Scan the following material for the string "names" and copy each line in which it appears.

» Given data:
++++++++++
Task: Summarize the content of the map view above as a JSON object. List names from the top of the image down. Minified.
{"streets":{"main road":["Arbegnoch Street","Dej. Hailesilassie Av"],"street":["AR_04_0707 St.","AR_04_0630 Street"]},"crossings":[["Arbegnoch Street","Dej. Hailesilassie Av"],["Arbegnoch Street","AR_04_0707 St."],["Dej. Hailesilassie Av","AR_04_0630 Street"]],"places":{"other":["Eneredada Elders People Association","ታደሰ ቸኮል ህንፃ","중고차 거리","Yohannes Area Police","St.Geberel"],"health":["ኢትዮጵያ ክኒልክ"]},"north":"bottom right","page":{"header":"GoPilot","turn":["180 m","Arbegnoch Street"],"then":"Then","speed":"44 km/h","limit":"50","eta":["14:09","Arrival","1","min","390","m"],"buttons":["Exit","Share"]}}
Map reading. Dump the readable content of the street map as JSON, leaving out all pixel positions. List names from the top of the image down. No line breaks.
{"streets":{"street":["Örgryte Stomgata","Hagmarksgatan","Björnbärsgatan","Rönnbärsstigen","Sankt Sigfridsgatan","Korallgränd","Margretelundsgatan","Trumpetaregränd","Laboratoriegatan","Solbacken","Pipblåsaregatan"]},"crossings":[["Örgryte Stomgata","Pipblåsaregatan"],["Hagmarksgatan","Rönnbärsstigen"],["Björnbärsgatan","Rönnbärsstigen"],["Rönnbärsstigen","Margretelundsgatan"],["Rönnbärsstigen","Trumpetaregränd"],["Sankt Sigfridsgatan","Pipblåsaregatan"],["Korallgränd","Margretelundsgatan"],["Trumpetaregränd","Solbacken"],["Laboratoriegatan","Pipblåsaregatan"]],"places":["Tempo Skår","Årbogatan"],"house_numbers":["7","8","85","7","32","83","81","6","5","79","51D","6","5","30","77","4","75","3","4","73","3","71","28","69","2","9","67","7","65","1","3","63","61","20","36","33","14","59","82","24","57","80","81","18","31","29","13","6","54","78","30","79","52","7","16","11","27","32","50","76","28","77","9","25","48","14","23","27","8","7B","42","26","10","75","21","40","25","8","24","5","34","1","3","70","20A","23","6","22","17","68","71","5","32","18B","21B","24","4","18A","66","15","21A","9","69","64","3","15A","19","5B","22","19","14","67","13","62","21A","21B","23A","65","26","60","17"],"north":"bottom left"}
++++++++++
» Solution to this task:
Task: Summarize the content of the map view above as a JSON object. List names from the top of the image down. Minified.
Map reading. Dump the readable content of the street map as JSON, leaving out all pixel positions. List names from the top of the image down. No line breaks.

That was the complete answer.